Are you asking what single one you should use? Because they are generally a set. Each isn't a replacement for the others. Although there is some overlap of course.

I only use excel (actually, metricide cause it's cheaper) and dry ferts for everything else. No need to buy water.


----------



## Sachababs (May 5, 2012)

Do you know how Excel is different from Flourish? I was told that Excel is just Carbon and nothing else. So tabs are not as good as Excel?
Thanks for the reply


----------



## Ladayen (Feb 19, 2012)

Tabs are for heavy root feeders. Liquid ferts can have problems getting to roots sometimes. In a well planted tank you will want to place the tabs near your big root feeders then liquid dose for everything else.

If you switch to flourish comp from excel you will likely notice some of your plants dying off. Light and carbon are the biggest nutrients needed for plants. If you change one of those the plants are going to react.


----------



## Sachababs (May 5, 2012)

OK so keep with the excel? If I were to supplement that with one other product, what would you recommend? And how often should I dose excel? Is daily really needed?


----------



## Ladayen (Feb 19, 2012)

You could supplement with root tabs I suppose. Why are you looking at changing things up though? If the plants are doing ok I would leave things alone. I like to go by the KISS method. Keep It Simple Stupid. 

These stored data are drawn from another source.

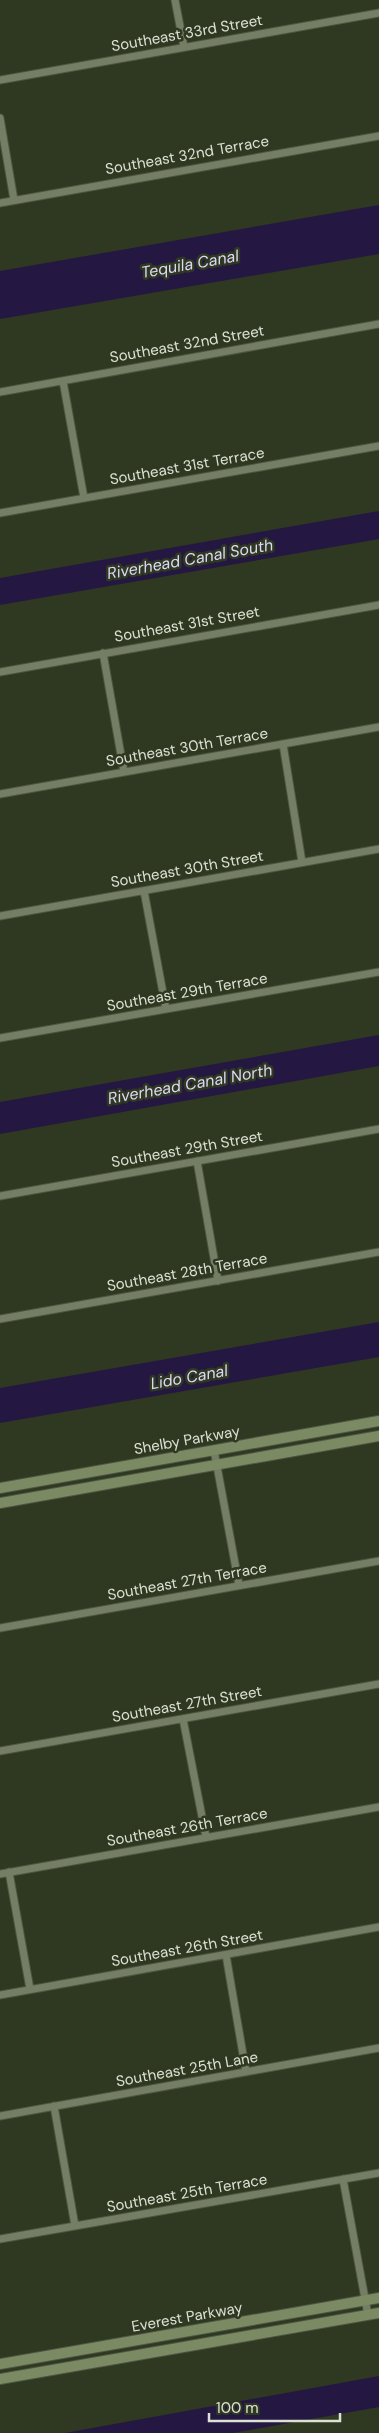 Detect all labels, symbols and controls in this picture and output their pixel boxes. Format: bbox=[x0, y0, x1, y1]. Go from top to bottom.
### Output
street label: Southeast 33rd Street bbox=[110, 10, 264, 56]
street label: Southeast 32nd Terrace bbox=[104, 131, 270, 179]
water label: Tequila Canal bbox=[140, 245, 241, 283]
street label: Southeast 32nd Street bbox=[108, 321, 266, 367]
street label: Southeast 31st Terrace bbox=[108, 443, 266, 489]
water label: Riverhead Canal South bbox=[105, 534, 275, 584]
street label: Southeast 31st Street bbox=[113, 601, 261, 647]
street label: Southeast 30th Terrace bbox=[105, 723, 269, 771]
street label: Southeast 30th Street bbox=[109, 846, 265, 892]
street label: Southeast 29th Terrace bbox=[105, 968, 269, 1016]
water label: Riverhead Canal North bbox=[106, 1059, 274, 1109]
street label: Southeast 29th Street bbox=[110, 1126, 264, 1172]
street label: Southeast 28th Terrace bbox=[105, 1248, 269, 1296]
water label: Lido Canal bbox=[149, 1360, 230, 1394]
street label: Shelby Parkway bbox=[132, 1421, 242, 1459]
street label: Southeast 27th Terrace bbox=[106, 1557, 268, 1605]
street label: Southeast 27th Street bbox=[110, 1681, 264, 1727]
street label: Southeast 26th Terrace bbox=[105, 1803, 269, 1851]
street label: Southeast 26th Street bbox=[110, 1925, 264, 1971]
street label: Southeast 25th Lane bbox=[114, 2047, 260, 2091]
street label: Southeast 25th Terrace bbox=[105, 2169, 269, 2217]
street label: Everest Parkway bbox=[130, 2297, 245, 2337]
scale bar bbox=[209, 2390, 340, 2422]
text: 100 m bbox=[216, 2398, 259, 2418]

I honestly couldn't tell you how often to dose with excel. I dont use any form of extra carbon. My plants dont grow all that fast but I'm ok with that.


----------



## Sachababs (May 5, 2012)

Heh, I think you're probably right. To be honest it was just because the colours aren't looking as great as they used to... a bit of browning and yellowing. But I guess there's not much need for me to change...


----------



## jcgd (Feb 18, 2004)

Sachababs said:


> Do you know how Excel is different from Flourish? I was told that Excel is just Carbon and nothing else. So tabs are not as good as Excel?
> Thanks for the reply


What do you mean? Flourish is a mix of nutrients and Excel is a carbon source that plants can utilize. I'm not sure what you mean by "do you know how excel is different". I'm probably just missing something, but they are different like milk and grapes are different. :confused1:

The two products are completely different things. If I were going with only one product I would use the flourish, then add excel next, then root tabs, and then and products that will hit deficiencies like iron, potassium and possibly N and P. But that's just a general order that I usually have success with. I prefer to use the excel with dry ferts and hit everything I need with EI so there are no shortages.


----------



## Diana (Jan 14, 2010)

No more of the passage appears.